Scan the lines below for the word "compass". Copy each line you find it in.

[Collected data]

***

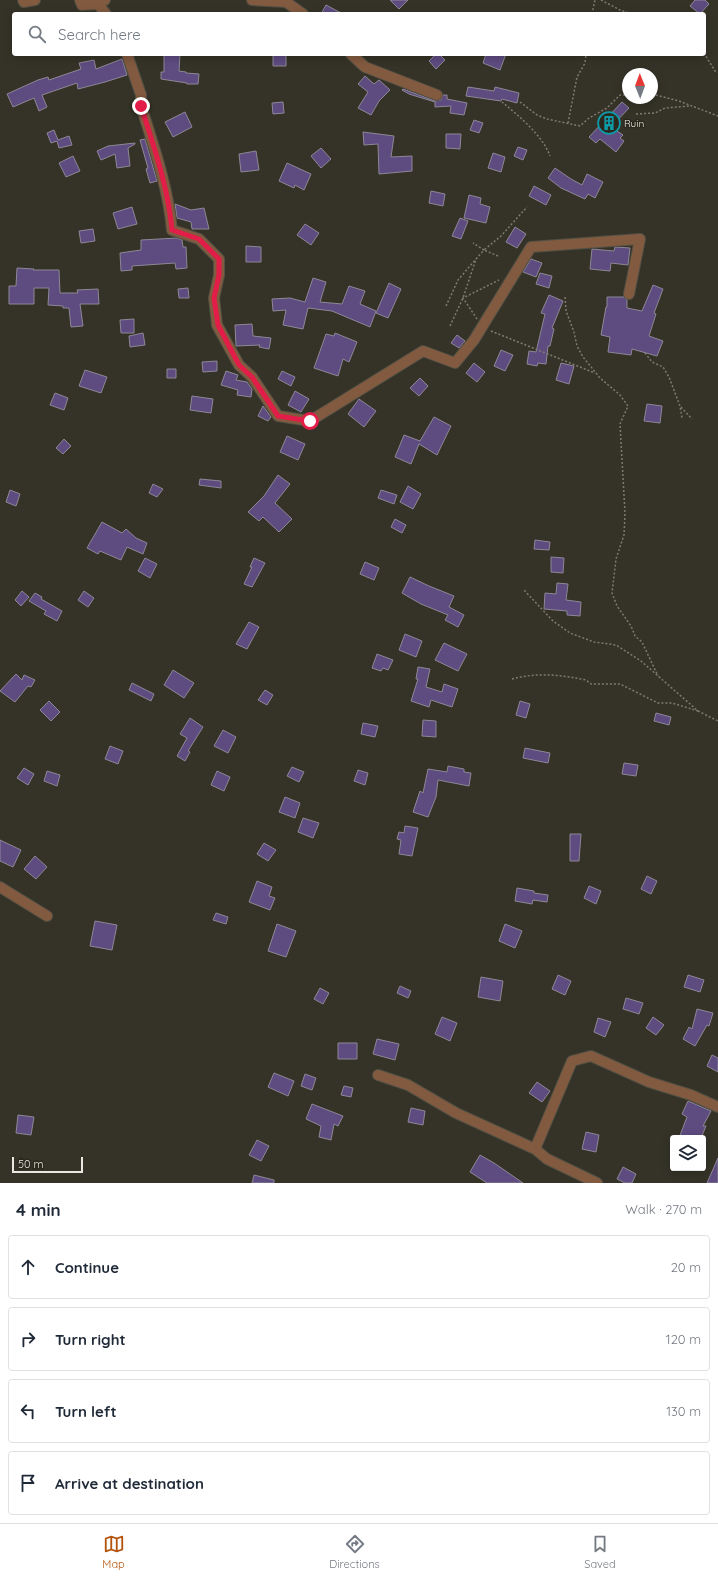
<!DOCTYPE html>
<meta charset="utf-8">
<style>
:root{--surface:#fff;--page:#f6f6f7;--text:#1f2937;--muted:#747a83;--line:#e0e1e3;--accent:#b45309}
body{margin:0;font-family:Quicksand,sans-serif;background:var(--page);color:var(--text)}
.controls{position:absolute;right:12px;bottom:12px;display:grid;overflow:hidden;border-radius:4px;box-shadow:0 2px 10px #0003}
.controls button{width:36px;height:36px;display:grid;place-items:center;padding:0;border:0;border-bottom:1px solid var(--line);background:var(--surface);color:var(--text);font:20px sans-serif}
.compass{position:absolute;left:622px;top:68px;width:36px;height:36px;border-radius:50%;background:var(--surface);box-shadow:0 2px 10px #0003;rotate:359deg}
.scale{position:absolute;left:12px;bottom:10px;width:71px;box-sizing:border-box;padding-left:4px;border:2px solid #e9e7e0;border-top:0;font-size:11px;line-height:14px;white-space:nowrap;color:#e9e7e0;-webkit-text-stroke:3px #2b291d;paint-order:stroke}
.stop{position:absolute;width:12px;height:12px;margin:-9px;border:3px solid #e11d48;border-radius:50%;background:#fff}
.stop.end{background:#e11d48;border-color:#fff;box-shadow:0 1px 4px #0008}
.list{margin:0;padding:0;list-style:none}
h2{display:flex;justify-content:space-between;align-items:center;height:52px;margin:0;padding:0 16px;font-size:17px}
h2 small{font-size:13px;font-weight:400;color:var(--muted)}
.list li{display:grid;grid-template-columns:26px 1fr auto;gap:12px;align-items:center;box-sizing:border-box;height:64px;margin:0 8px 8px;padding:0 8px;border:1px solid var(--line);border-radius:4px}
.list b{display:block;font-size:15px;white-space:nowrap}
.list em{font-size:13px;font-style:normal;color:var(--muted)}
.icon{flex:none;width:22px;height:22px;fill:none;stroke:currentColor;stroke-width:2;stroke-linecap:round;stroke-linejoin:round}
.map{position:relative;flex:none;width:718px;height:1183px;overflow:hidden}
.search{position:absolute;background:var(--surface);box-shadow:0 2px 10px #0003;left:12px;right:12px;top:12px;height:44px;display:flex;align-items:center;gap:10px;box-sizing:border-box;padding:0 14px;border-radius:4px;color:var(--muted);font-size:15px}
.sheet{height:340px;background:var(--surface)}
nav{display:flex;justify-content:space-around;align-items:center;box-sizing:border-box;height:56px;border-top:1px solid var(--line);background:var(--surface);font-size:11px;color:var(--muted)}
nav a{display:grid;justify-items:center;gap:2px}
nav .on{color:var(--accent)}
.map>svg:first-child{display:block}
.building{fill:#5e4b80;stroke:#8d8896}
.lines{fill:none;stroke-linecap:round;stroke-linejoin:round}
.minor-casing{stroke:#525045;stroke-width:12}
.path{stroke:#7d7b71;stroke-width:1.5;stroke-dasharray:2 2;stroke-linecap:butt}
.minor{stroke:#825a3f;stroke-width:10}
.route{stroke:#e11d48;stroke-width:5}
.labels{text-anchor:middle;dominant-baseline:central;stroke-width:3;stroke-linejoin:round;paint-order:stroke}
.poi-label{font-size:10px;fill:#e9e7e0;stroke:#2b291d;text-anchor:start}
</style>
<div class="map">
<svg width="718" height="1183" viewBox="0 0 718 1183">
<rect width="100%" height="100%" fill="#353327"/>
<!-- building -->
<path class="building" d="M390,0H408L399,9Z
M695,0H705L709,4L700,14L690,6Z
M326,5L343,14H321Z
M164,54H180L179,71L186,72V73L199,74L198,84H187V83L161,79V72H164Z
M273,54H286V66H273Z
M436,54H439L445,60L436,69L429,61Z
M486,54H506L500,70L483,63Z
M122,59L127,75L105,82L78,89L77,83L42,95L47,107L39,111L34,98L13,107L7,94L38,80L48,77L49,80L81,69L79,63L94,60L96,69Z
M365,76L374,84L379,80L390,90L379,101L371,115L358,108L368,92L358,84Z
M468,87L494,91L495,87L519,93L517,103L502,99L501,101L466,96Z
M403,89L435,101L441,100L443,95H447V99L467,103L464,115L450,113L451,106L435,107V102L409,94L402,90Z
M283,102L284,113L273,114L272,103Z
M622,102L629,108L611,127L623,135L620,138L624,141L616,152L600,139L596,143L589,137Z
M185,112L192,127L173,137L165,122Z
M474,120L483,123L479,133L470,130Z
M54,130L58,140L69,136L72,145L59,148L57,141L51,143L47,133Z
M363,132L394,136L391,157L412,156V171L379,174L378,144L364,145Z
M446,134H461L460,149L446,148Z
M145,139L157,181L150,183L146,169L148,168L140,140Z
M135,143V144L128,148L130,166L117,168L115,154L101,160L97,151L108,146Z
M518,147L527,150L523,160L514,156Z
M321,148L331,159L321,168L311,156Z
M256,151L259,170L241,172L239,154Z
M493,153L505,157L501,172L488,168Z
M73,156L80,171L66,177L59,163Z
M287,163L311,174L304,190L295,185L294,188L279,181Z
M555,168L571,179L582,185L587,174L603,182L595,198L588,194L585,199L561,188L548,178Z
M534,186L551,195L546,205L529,196Z
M431,191L445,194L443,206L429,203Z
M469,195L481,198L480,204L490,207L486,223L464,218Z
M175,204L191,210L204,208L209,229H192L191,222L177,218Z
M132,207L137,224L118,229L113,213Z
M460,218L468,221L461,239L452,236Z
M305,224L319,233L311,245L297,235Z
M515,227L526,234L517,248L506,242Z
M93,229L95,241L81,243L79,231Z
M177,238L182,240L183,247H186L187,268L176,269L175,263L132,266V270L121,271L120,253L141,250V240Z
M246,246L261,247V262H246Z
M615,247L630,248L628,265L611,263L610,271L590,269L592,249L614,251Z
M531,259L542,263L536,277L523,272Z
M17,268L34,269L33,270H59L60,293H78L77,290L98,289L99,304H80L83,326L71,327L69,308H63V306L48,305L49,288H34V304H9V286H16Z
M540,273L552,276L549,288L536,284Z
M313,278L326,282L320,302L342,304L349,286L365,291L360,304L376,311L370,327L332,311L308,308L303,329L283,325L286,310L273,311L272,299L290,298L305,302Z
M389,283L401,289L388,318L376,313Z
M653,285L663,289L654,313L656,314L649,336L663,341L657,356L632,349L631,355L608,352L610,337L601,335L606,307H607V297H624L627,300V308L642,311Z
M188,288L189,298H179L178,289Z
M549,295L563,301L552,328L554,329L550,346H548L546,364L538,363L537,366L527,364L529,351L536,352L545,314L541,313Z
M134,319V333H121L120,320Z
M252,324L253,336L271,338L269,349L259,347L260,345L236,346L235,325Z
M143,333L145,345L130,347L129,336Z
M335,333L357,342L349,362L343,359L338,376L314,368L326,334L334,336Z
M457,335L465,341L459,348L451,343Z
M501,350L513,355L505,371L494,366Z
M217,361V371L203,372L202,362Z
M474,363L485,372L477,382L466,373Z
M561,363L574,366L569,384L556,380Z
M167,369H176V378H167Z
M85,370L107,377L101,393L79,386Z
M226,371L238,375L236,380L247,382L252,389L251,397L237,395L238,390L221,385Z
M282,371L295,377L291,386L278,379Z
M420,378L428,386L419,396L410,388Z
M295,391L309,399L301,412L288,405Z
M55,393L68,398L64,410L50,405Z
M192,396L213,399L211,413L190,410Z
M359,399L376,411L364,427L348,414Z
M647,404L662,406L660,423L644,421Z
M263,406L271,417L268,421L258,416Z
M434,417L451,426L437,455L419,444L411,464L395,457L404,435L420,441Z
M287,436L305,444L298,460L280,452Z
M64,439L71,446L63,454L56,448Z
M278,475L290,484L275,503L292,519L279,532L263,517L259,521L248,512L264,496Z
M200,479L221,481V488L199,485Z
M153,484L163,489L157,497L149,493Z
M408,486L421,494L413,509L400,502Z
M10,490L20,494L16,506L6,502Z
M381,490L397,495L394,504L378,498Z
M395,519L406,525L402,533L391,527Z
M102,522L122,533L126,529L136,538L147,543L143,554L127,547L121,560L100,551L98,554L87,548Z
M535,540L550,542L549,550L534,549Z
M551,557L564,558L563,573L551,572Z
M145,558L157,564L150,578L138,571Z
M254,558L265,563L252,587L244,584L252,567H250Z
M365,562L379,568L374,580L360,574Z
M410,577L429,586L454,596L449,607L464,615L458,627L445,620L448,615L421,604L402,593Z
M557,583L568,584L566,600L581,602L580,616L567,615V611L544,609L545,593L556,594Z
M22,591L29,597L21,606L15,600Z
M84,591L94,598L88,607L78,600Z
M35,593L42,597L41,599L62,611L57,621L44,614L46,611L29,601Z
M249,622L259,627L247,649L236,644Z
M405,634L422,641L416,657L399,650Z
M444,643L467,654L458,671L435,660Z
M377,654L393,660L388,670L383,668L381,671L372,668Z
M418,667L430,669L426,687L442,692L444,684L458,689L452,707L431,700L429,707L411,701L418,679H416Z
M173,670L194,683L184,698L164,685Z
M16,674L22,680L24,675L35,680L31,687L28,686L15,702L0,691Z
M132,683L154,694L151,701L129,690Z
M265,690L273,695L267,705L258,700Z
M49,701L60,712L51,721L40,710Z
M520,701L530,704L526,718L516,715Z
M656,713L671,717L669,725L654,721Z
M190,718L203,727L188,751L190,752L185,761L177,756L187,738L180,734Z
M423,720L436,721V737L422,736Z
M363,723L378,726L375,737L361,734Z
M223,730L236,737L228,753L214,746Z
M110,746L123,751L118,764L105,759Z
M525,748L550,753L548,763L523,758Z
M624,763L638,765L636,776L622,774Z
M448,766L464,769V772L471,773L469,786L438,780L436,797L428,817L413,812L420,791L423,793L428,769L447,772Z
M292,767L304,772L299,782L287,776Z
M24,768L34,774L28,785L17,778Z
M358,770L368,773L365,785L354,781Z
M47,771L60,775L57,786L44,781Z
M217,771L230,777L224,791L211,785Z
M285,797L300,803L295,818L279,812Z
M303,818L319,823L313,838L298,832Z
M405,826L418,828L412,856L399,854L401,840L397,839L399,832L404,833Z
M570,834H581L579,861H570Z
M0,840L21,850L13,867L0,861Z
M264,843L276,850L268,861L257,854Z
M35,856L47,867L36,879L24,869Z
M647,876L657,881L651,894L641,889Z
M257,881L272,887L269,896L275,898L270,910L249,902Z
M589,886L601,891L596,904L584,898Z
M517,888L534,891V893L548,895L547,902L533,900L532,904L515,901Z
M216,913L228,917L226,924L213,920Z
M95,921L117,925L112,950L90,946Z
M277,924L296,931L286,957L268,951Z
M505,924L522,931L515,948L499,941Z
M558,975L571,981L565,995L552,989Z
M688,975L704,980L700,992L684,987Z
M481,977L503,981L500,1001L478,997Z
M400,986L411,991L408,998L397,993Z
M320,988L329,993L323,1004L314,999Z
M626,998L643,1003L639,1014L623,1009Z
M697,1009L713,1013L709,1026L707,1025L695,1046L683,1039L689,1027L692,1029Z
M442,1017L457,1023L450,1041L435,1034Z
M653,1017L664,1025L656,1035L646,1028Z
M598,1018L611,1022L605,1037L594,1032Z
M377,1039L399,1044L395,1060L373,1054Z
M338,1043H357V1059H338Z
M712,1055L718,1058V1072L707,1066Z
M274,1073L294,1081L288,1096L268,1087Z
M305,1074L316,1078L312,1090L301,1086Z
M537,1082L550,1091L542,1102L529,1093Z
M344,1086L353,1088L351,1097L341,1095Z
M688,1101L711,1111L703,1126H706L701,1138H679L687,1117L682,1114Z
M312,1104L343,1116L338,1126L334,1124L331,1140L319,1137L321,1126L306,1119Z
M411,1108L425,1111L423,1125L408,1122Z
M18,1115L34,1117L31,1135L16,1133Z
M586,1132L599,1135L596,1152L582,1149Z
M257,1140L269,1146L261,1161L249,1155Z
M480,1155L494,1163L523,1183H487L470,1172Z
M718,1158V1183H707Z
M623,1167L636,1174L632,1183H625L617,1179Z
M254,1175L274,1180V1183H252Z"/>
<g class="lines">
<!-- minor casing -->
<g class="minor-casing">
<path id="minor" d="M23,0L24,2L35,0
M80,0L82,5L98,4L105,0
M252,0L286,2L303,14
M98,4L106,14
M127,54L141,95V106C154,147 168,187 172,230L199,239L219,259V275L214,298L217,325L239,365L252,377L278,416L310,421L423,351L455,363L474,340L531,247L640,239L629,294
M351,54L365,67L437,95
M0,887L47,916
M378,1075L408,1085L456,1113L535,1149L547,1159L597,1183
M535,1149L572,1061L591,1056L649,1082L691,1095L718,1107"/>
</g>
<!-- path -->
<path class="path" d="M601,0L620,10L632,14
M592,14L595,0
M704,53L715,71L718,72
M652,94L679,101L718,116
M502,102C519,116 543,136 550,156
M520,102L537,115L547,119L580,126L589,118L607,108L620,95H628
M636,114L655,113L665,108L690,106
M568,123L577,77L585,63L586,54
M498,256L484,250L501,236L527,207
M565,297L566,311L574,332L577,346L583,357L600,378L620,395L628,406L620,424L625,513L624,535L616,559L612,593L617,606L631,626L635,636L642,642L658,676
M446,306L458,280L476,259
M477,319L463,298L499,280
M450,326L463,298L476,259L484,250L473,243
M491,331L595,373
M645,353L652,362L663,367L669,377L680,406L682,418
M681,407L692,419
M512,679C538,672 561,675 586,680L591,684H620L658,703H672L698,711L641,661L616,645L594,642L570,633L553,621L523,589
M698,711L718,721"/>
<!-- minor -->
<use href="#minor" class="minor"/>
</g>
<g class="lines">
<!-- route -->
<path class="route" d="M141,106C154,147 168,187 172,230L199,239L219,259V275L214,298L218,325L239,365L252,377L278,416L310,421"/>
</g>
<!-- icons -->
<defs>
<g id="building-ring" transform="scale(1.15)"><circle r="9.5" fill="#2b291d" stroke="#0f9aa8" stroke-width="1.5"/><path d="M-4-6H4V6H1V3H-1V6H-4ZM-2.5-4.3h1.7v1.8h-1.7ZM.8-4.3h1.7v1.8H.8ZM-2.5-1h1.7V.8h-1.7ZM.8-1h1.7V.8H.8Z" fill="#0f9aa8"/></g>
</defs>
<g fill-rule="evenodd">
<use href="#building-ring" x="609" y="123"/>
</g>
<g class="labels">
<!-- poi labels -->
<g class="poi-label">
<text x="624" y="123">Ruin</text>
</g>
</g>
</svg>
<div class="controls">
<button><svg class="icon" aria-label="layers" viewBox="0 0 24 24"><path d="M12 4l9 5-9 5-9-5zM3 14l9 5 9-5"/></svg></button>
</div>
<svg class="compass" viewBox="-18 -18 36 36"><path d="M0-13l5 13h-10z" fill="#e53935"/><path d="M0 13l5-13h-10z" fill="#747a83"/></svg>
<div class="scale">50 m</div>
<div class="stop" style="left:310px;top:421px"></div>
<div class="stop end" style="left:141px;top:106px"></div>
<div class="search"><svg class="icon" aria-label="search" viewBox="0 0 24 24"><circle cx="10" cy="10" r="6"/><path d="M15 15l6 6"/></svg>Search here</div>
</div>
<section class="sheet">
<h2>4 min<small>Walk · 270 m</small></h2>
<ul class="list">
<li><svg class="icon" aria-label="ahead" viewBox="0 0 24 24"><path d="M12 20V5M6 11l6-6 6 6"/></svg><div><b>Continue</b></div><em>20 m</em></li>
<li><svg class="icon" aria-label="right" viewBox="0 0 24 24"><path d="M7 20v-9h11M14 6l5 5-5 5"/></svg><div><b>Turn right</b></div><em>120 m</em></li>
<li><svg class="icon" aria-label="left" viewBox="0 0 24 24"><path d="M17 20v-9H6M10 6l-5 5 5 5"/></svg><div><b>Turn left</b></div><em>130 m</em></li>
<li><svg class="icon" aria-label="arrive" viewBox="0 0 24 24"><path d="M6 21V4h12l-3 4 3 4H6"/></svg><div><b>Arrive at destination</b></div></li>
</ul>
</section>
<nav>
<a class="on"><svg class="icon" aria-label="map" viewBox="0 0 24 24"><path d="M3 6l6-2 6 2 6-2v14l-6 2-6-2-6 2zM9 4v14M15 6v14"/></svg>Map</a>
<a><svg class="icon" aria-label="directions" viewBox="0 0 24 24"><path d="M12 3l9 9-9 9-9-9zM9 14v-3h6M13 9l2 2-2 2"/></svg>Directions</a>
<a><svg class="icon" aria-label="saved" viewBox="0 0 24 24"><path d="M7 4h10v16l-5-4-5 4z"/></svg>Saved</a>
</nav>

***

# [Result for this exercise]
.compass{position:absolute;left:622px;top:68px;width:36px;height:36px;border-radius:50%;background:var(--surface);box-shadow:0 2px 10px #0003;rotate:359deg}
<svg class="compass" viewBox="-18 -18 36 36"><path d="M0-13l5 13h-10z" fill="#e53935"/><path d="M0 13l5-13h-10z" fill="#747a83"/></svg>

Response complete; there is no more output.